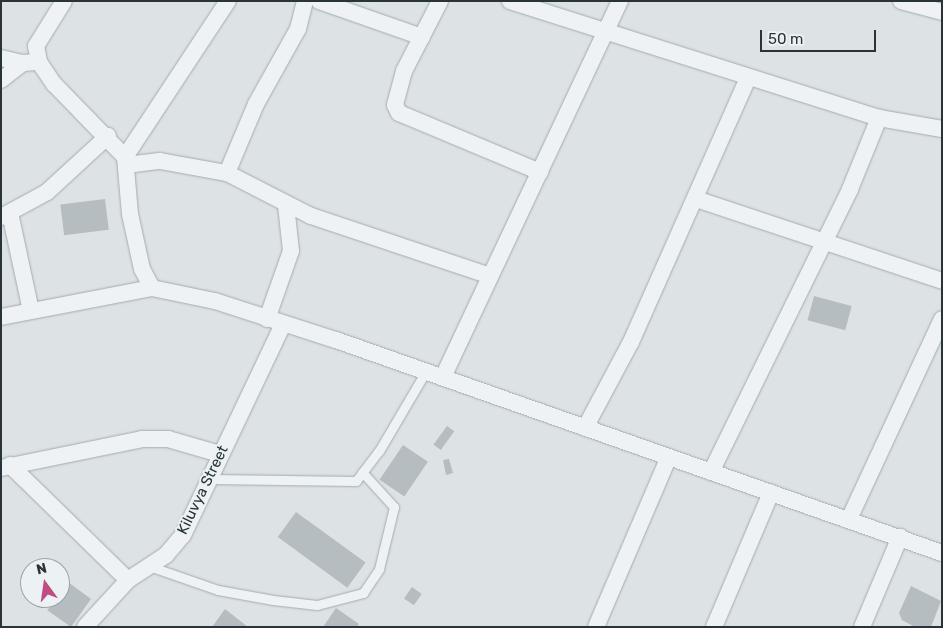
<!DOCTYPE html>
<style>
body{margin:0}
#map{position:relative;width:943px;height:628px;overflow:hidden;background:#dde3e5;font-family:Rubik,sans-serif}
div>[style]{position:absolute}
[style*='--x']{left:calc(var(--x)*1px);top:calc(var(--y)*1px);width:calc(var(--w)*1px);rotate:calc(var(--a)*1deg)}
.building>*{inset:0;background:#b5bdc1;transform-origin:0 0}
.roads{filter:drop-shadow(0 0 1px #a3abae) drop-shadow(0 0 1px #a3abae)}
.lane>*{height:9px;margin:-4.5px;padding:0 4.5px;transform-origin:4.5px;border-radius:4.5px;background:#eff2f4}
.street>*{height:16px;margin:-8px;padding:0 8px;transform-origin:8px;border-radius:8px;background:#eff2f4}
span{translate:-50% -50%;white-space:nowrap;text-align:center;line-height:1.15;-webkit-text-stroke:4px #ecf1f3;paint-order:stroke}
.street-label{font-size:15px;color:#28343a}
.frame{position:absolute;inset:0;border:2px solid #28343a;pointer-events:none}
.north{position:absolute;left:20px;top:558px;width:50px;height:50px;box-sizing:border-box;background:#ecf1f3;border:1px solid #9ea5a9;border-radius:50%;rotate:346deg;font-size:14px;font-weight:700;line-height:20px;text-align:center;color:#28343a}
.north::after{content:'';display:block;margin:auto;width:18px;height:22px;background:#bf4d82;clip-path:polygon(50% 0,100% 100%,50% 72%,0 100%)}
.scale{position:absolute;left:760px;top:30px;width:116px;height:22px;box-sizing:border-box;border:2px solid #28343a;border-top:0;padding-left:6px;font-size:15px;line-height:18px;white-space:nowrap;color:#28343a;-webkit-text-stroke:4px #ecf1f3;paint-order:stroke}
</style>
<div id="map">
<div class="building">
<div style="left:105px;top:199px;width:31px;height:45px;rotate:83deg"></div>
<div style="left:814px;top:296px;width:39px;height:25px;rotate:15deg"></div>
<div style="left:447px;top:426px;width:9px;height:23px;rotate:36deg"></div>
<div style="left:403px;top:445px;width:30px;height:42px;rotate:34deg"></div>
<div style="clip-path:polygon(449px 459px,453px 473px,446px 475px,443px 460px)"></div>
<div style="left:296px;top:512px;width:86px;height:31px;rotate:36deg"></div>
<div style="clip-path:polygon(68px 582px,91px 599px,71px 627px,47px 610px,60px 598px)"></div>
<div style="clip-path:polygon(911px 586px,941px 601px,931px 627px,915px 627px,902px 620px,899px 613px)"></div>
<div style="left:412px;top:587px;width:12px;height:14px;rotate:35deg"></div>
<div style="clip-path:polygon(336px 608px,359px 624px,357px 627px,323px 627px)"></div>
<div style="clip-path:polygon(225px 609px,248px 627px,212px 627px)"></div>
</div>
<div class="roads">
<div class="lane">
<div style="--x:210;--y:479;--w:146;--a:0.8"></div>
<div style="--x:356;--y:481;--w:38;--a:-53"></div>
<div style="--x:379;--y:451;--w:93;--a:-59.6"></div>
<div style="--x:149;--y:566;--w:73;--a:19.2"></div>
<div style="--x:218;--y:590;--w:56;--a:10.3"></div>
<div style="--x:273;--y:600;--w:44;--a:6.5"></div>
<div style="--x:317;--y:605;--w:48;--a:-14.6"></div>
<div style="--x:363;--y:593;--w:29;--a:-56"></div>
<div style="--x:379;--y:569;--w:64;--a:-76.4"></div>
<div style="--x:394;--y:507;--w:47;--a:-132.4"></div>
</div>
<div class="street">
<div style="--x:64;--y:1;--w:53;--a:121.9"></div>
<div style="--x:36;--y:46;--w:16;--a:79"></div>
<div style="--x:39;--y:62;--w:27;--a:56"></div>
<div style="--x:54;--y:84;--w:102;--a:45.8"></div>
<div style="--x:125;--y:157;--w:57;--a:85"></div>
<div style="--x:130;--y:214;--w:56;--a:77.7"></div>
<div style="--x:142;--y:269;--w:21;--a:62"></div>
<div style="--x:152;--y:288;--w:64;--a:11.7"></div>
<div style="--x:215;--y:301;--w:127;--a:17.9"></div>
<div style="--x:336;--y:340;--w:642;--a:19.37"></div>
<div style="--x:319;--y:1;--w:109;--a:19.3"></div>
<div style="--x:440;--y:1;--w:79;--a:117.2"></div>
<div style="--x:404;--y:71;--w:35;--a:105"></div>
<div style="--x:395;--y:105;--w:9;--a:63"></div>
<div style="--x:399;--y:113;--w:153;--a:22.7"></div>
<div style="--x:510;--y:1;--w:387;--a:17.6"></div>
<div style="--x:879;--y:118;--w:64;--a:9.9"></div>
<div style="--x:901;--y:1;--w:42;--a:15"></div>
<div style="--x:1;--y:58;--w:23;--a:13"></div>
<div style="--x:1;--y:80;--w:28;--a:-38"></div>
<div style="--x:23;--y:63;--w:16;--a:-4"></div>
<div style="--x:125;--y:157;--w:187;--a:-56.6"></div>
<div style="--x:126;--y:165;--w:34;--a:-7"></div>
<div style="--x:160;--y:161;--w:68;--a:10.2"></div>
<div style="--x:227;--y:173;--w:94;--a:27.1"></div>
<div style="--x:311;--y:216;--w:189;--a:18.5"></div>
<div style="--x:227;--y:173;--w:75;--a:-67.2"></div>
<div style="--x:256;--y:104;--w:86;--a:-60.8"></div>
<div style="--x:298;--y:29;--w:29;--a:-76"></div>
<div style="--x:696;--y:199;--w:259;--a:18.4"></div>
<div style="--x:10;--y:213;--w:100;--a:77.9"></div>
<div style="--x:1;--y:217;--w:52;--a:-28.5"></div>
<div style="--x:47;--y:192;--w:83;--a:-42.6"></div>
<div style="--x:1;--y:317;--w:154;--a:-10.9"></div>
<div style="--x:267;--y:319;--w:72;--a:-70.6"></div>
<div style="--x:291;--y:251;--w:46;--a:-96.2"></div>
<div style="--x:443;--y:377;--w:416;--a:-64.8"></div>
<div style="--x:585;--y:428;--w:98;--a:-61.9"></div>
<div style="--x:631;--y:342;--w:289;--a:-66.1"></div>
<div style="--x:10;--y:465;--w:165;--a:44.3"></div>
<div style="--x:1;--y:468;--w:144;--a:-11.6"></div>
<div style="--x:142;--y:439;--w:26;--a:0"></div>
<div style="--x:168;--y:439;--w:54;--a:16.1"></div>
<div style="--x:711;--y:472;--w:315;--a:-63.8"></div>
<div style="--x:850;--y:189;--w:77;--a:-67.8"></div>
<div style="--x:850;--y:517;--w:218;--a:-65.1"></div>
<div style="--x:85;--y:627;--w:64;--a:-47.5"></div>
<div style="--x:128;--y:580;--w:45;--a:-33.3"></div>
<div style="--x:166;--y:555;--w:26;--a:-50"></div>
<div style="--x:183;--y:535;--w:233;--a:-64.6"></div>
<div style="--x:596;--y:627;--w:185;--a:-66.8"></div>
<div style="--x:714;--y:627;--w:146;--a:-67"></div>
<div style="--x:862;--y:627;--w:98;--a:-67.1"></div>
</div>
</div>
<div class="street-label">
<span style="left:203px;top:490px;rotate:-64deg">Kiluvya Street</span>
</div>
<div class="frame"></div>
<div class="north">N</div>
<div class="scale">50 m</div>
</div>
##############################
» Directions
Everything from the first line of the listing above through the line that contains "1px #a3abae) drop-shadow(0" is to be restated word for word, minus the pictures.

» Reply to the exercise
<!DOCTYPE html>
<style>
body{margin:0}
#map{position:relative;width:943px;height:628px;overflow:hidden;background:#dde3e5;font-family:Rubik,sans-serif}
div>[style]{position:absolute}
[style*='--x']{left:calc(var(--x)*1px);top:calc(var(--y)*1px);width:calc(var(--w)*1px);rotate:calc(var(--a)*1deg)}
.building>*{inset:0;background:#b5bdc1;transform-origin:0 0}
.roads{filter:drop-shadow(0 0 1px #a3abae) drop-shadow(0 0 1px #a3abae)}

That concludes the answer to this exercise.